# strange USB wireless card

## frank1980

Hi all

I use Ralink USB wireless adaptor. I am sure I installed correct driver and firmware, but its behavior is very very strange.

What ever network manage tools I use, NetworkManger or wicd, my adaptor only can scan wireless network only after rebooting from windows.

Rebooting from windows, my adaptor can scan, connect, and works good, but not stable. If not my adaptor can't do anything.

Any good idea? I am going to crazy...........

----------

## audiodef

Do you mean boot up in Windows, reboot into Gentoo, and then your wireless works? If you shut down and cold boot into Gentoo, your wireless doesn't work?

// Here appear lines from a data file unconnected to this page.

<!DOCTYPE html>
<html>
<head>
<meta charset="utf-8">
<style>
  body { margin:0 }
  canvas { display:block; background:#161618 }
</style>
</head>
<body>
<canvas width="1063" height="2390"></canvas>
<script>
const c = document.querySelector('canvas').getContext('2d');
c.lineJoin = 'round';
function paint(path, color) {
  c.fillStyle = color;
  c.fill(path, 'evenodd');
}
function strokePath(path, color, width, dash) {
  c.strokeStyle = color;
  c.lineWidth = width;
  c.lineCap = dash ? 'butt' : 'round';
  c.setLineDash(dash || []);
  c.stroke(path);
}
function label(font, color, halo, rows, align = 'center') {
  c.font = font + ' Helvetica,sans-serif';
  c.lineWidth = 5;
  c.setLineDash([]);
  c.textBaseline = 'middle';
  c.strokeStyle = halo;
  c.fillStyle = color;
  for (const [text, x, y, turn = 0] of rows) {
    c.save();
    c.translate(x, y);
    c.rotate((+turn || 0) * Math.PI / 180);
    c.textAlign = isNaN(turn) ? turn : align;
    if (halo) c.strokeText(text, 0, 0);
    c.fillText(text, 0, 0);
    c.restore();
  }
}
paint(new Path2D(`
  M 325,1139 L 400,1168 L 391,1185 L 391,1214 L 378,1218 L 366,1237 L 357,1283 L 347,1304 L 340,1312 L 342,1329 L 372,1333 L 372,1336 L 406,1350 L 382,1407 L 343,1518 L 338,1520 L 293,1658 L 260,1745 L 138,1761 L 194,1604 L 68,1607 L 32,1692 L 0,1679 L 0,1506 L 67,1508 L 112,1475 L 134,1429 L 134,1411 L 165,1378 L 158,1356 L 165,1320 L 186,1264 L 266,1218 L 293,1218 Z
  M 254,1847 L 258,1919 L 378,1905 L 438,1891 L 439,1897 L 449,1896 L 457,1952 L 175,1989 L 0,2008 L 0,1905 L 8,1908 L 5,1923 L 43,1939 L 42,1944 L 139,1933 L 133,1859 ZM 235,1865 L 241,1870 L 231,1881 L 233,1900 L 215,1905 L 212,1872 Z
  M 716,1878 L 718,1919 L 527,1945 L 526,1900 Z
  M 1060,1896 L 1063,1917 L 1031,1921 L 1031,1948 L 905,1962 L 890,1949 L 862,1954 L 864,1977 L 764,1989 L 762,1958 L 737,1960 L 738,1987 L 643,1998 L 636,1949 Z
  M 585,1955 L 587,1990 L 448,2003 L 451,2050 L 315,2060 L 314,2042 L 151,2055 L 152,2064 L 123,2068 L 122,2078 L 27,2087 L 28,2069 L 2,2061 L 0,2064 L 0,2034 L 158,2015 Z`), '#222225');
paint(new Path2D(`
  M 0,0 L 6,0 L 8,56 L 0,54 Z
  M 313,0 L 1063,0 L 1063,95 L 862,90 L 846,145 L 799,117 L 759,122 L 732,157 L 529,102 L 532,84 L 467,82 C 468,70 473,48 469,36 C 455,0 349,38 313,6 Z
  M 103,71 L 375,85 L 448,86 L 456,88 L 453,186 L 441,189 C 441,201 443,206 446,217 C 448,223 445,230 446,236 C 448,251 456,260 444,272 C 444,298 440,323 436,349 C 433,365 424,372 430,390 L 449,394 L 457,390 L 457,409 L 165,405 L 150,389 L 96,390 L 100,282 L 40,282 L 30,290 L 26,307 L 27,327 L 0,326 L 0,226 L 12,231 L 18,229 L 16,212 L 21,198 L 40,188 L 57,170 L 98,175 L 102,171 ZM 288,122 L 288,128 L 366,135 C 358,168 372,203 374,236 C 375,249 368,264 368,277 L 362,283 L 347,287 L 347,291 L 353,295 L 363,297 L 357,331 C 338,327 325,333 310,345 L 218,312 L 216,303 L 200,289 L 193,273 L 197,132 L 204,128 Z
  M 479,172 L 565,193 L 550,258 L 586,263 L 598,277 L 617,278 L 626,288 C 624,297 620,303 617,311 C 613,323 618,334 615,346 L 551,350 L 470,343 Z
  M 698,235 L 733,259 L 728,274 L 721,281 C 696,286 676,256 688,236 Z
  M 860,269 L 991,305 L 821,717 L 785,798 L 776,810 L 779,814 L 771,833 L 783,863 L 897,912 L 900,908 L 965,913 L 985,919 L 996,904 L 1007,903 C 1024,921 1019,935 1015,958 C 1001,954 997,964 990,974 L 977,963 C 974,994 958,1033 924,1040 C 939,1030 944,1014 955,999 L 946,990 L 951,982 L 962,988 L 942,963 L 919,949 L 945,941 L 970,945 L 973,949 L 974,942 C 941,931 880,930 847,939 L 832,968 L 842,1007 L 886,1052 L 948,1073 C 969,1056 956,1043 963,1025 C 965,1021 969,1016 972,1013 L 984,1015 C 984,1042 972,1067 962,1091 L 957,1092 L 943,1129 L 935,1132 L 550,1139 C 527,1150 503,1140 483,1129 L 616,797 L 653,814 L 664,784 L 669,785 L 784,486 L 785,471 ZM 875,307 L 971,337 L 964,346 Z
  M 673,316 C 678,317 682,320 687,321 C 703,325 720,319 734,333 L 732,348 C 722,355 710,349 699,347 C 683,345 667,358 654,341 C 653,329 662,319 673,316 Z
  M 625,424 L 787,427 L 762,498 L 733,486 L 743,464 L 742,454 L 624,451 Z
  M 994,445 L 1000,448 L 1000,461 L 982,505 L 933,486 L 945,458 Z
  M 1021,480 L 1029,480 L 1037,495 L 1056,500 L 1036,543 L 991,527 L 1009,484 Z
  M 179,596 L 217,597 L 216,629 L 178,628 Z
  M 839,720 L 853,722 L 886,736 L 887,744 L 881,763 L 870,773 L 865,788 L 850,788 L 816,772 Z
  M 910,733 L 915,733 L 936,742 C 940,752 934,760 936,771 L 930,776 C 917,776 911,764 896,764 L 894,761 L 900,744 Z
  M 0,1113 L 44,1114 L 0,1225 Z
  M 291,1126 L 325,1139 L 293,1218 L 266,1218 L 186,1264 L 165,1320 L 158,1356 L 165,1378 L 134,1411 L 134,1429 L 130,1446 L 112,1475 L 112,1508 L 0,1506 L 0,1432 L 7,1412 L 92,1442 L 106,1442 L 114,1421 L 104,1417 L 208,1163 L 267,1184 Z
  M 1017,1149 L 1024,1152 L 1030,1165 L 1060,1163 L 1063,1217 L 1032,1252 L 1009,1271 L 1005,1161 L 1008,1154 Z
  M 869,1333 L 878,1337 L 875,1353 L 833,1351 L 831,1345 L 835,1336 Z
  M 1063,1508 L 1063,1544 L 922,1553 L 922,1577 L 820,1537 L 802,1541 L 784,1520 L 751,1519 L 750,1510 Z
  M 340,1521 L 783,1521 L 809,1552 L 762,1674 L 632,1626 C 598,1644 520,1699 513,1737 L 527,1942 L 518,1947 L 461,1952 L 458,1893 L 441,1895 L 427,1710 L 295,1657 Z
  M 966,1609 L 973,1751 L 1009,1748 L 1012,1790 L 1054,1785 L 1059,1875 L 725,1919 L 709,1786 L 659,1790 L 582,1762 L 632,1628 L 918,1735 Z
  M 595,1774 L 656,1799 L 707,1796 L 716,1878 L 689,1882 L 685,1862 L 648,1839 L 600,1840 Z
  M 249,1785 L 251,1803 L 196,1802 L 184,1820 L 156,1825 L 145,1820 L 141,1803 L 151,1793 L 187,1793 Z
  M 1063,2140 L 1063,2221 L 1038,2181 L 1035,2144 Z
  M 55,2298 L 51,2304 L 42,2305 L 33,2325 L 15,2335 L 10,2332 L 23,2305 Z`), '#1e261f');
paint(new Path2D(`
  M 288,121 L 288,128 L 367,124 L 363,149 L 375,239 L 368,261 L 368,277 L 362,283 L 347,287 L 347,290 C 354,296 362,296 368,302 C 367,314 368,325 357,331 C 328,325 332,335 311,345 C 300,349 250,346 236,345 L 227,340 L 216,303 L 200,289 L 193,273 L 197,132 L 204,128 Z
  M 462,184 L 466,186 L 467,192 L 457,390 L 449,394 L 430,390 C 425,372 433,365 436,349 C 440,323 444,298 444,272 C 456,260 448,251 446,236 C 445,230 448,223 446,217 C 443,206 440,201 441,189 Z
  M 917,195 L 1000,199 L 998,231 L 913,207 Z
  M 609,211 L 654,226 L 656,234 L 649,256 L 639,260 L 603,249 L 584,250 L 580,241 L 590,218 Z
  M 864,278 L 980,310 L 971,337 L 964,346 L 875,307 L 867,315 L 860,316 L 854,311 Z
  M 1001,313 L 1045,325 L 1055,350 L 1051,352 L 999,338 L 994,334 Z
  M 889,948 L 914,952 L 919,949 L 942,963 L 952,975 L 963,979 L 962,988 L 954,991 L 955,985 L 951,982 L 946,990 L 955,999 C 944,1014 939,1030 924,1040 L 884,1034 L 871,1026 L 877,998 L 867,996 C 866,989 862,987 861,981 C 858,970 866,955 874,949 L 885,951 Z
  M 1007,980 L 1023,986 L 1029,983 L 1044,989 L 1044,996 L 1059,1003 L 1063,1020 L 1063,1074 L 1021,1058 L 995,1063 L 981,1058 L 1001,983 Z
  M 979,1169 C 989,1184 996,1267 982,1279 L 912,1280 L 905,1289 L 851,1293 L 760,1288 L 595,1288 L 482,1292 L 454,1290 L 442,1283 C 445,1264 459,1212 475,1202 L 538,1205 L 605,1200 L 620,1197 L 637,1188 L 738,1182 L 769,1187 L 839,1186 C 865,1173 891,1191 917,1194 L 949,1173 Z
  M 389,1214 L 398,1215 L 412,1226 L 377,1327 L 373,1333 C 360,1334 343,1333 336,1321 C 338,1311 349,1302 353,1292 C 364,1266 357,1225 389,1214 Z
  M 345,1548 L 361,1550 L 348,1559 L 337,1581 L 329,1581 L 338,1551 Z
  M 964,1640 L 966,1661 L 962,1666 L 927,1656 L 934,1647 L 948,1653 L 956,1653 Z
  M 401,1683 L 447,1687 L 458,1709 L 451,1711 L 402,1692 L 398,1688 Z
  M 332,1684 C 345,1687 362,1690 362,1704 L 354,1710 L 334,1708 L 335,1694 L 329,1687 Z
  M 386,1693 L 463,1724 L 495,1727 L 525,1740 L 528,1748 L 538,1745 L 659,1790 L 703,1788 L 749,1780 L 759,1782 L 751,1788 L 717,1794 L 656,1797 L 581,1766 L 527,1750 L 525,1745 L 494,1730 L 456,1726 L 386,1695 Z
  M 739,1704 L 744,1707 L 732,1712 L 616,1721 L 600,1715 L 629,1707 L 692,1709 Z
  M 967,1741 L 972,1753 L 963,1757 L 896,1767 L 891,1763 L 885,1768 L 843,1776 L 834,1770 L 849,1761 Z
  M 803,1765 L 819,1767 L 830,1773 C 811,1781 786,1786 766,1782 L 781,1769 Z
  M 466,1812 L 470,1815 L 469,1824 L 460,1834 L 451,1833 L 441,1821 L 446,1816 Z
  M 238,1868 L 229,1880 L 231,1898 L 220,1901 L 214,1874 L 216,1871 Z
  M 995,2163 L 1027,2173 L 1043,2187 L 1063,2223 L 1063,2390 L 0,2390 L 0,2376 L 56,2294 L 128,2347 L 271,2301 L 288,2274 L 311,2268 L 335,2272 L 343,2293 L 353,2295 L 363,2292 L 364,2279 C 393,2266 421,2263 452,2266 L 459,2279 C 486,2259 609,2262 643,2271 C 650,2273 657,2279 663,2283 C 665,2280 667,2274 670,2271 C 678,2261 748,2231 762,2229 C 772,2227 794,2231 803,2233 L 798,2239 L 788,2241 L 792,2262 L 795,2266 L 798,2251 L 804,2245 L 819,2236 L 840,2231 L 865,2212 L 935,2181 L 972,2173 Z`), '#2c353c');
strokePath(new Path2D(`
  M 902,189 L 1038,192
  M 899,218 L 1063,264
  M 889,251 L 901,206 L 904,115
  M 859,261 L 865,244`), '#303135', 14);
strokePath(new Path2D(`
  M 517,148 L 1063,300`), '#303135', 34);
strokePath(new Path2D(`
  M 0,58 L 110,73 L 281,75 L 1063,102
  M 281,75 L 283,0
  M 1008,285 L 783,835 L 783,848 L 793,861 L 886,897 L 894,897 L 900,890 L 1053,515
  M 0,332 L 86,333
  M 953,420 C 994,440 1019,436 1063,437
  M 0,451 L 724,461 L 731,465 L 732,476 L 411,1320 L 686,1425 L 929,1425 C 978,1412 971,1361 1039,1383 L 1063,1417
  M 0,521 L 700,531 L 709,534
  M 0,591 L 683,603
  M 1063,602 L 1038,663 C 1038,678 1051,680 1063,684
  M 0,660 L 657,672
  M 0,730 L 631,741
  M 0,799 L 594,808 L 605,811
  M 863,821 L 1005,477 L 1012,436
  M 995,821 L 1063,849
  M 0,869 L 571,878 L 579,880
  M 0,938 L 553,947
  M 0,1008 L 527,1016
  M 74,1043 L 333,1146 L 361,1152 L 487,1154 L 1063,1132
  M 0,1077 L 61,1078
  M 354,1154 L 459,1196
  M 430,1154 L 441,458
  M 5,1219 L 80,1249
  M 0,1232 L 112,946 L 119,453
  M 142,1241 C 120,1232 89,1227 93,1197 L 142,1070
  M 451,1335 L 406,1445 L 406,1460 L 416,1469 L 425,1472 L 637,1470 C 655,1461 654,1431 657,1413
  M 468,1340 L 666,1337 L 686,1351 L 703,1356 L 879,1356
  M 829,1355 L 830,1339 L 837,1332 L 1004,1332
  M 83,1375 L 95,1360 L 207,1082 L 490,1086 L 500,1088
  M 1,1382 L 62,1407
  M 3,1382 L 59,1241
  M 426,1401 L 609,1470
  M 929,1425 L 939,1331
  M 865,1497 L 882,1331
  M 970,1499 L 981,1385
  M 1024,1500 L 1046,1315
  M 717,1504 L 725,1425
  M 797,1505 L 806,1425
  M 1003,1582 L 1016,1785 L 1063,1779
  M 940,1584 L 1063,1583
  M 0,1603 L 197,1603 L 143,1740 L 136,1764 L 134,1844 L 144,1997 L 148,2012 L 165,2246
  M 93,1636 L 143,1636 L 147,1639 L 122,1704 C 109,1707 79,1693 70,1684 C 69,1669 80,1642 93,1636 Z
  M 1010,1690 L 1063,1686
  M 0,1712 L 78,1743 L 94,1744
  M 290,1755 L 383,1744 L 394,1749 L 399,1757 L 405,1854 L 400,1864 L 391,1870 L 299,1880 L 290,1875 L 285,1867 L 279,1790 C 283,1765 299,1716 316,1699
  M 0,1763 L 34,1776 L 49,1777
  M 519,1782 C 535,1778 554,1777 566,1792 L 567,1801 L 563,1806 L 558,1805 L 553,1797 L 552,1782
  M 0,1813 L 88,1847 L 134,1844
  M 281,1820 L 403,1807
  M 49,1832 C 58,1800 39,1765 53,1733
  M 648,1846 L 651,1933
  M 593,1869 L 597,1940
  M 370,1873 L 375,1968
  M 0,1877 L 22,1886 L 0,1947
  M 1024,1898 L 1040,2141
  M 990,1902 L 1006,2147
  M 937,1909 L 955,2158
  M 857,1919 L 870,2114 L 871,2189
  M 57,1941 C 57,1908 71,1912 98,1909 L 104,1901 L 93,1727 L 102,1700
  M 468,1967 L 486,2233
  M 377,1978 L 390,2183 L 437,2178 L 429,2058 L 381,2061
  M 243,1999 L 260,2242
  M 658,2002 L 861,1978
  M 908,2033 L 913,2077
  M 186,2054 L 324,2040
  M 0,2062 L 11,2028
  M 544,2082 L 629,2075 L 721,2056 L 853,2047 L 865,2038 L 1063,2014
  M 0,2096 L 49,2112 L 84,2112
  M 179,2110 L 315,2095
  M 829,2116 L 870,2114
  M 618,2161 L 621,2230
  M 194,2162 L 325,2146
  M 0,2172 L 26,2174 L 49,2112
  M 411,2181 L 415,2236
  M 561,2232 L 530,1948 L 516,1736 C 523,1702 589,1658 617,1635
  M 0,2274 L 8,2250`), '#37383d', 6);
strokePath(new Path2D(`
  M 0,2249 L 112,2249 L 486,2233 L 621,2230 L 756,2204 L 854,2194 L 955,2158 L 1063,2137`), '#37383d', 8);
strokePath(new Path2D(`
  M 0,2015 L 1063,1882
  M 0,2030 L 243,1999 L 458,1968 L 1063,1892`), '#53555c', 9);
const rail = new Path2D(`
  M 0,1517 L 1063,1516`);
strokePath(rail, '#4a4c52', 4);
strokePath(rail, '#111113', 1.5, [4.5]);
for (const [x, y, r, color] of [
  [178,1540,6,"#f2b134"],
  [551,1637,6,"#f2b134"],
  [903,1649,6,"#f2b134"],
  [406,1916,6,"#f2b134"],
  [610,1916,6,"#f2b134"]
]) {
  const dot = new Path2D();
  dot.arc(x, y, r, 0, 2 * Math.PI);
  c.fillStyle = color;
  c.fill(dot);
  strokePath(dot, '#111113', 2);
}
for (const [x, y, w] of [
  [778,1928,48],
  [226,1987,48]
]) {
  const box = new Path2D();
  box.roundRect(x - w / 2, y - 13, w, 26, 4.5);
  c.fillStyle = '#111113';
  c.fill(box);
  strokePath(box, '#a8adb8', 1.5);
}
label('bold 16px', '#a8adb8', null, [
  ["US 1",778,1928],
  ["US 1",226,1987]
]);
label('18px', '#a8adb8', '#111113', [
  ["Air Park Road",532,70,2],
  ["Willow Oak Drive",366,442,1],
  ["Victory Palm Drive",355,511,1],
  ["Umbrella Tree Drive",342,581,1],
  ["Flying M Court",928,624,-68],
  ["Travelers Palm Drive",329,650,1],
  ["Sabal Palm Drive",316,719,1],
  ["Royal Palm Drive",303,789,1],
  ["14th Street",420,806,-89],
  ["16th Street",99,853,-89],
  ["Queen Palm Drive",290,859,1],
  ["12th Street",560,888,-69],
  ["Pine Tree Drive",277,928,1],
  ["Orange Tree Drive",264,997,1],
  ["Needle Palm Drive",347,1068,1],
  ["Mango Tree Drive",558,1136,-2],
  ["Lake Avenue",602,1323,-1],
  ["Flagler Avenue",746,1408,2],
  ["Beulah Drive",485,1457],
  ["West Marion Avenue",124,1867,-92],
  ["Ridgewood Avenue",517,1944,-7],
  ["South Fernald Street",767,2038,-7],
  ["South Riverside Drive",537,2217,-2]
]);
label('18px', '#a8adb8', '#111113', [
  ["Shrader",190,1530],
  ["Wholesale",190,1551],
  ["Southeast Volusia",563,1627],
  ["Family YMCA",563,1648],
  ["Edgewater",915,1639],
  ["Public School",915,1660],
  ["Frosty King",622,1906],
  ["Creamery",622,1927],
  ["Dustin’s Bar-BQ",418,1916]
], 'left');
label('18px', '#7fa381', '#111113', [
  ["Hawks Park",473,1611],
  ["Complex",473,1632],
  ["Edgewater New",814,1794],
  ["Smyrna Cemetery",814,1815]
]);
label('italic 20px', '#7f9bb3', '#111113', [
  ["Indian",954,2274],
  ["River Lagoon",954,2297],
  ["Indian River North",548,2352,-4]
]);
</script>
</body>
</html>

Have you using ndiswrapper?

----------

## xaviermiller

Hello,

What is the exact model of the USB key? I guess that you don't have the firmware, and that windows uploads it for you.

----------

## frank1980

Hi, thank you for your reply.

Yes, new start to gentoo, the wireless card can't scan any network; but can scan when reboot from windows. I complile the driver into kernel and download the firmware manully from Ralink website. 

lsusb

Bus 001 Device 003: ID 148f:5370 Ralink Technology, Corp. RT5370 Wireless Adapter

dmesg | grep firmware

[   37.592502] ieee80211 phy0: rt2x00lib_request_firmware: Info - Loading firmware file 'rt2870.bin'

[   37.715625] ieee80211 phy0: rt2x00lib_request_firmware: Info - Firmware detected - version: 0.22

The driver I use is rt2800usb in kernel.

Thank you.

----------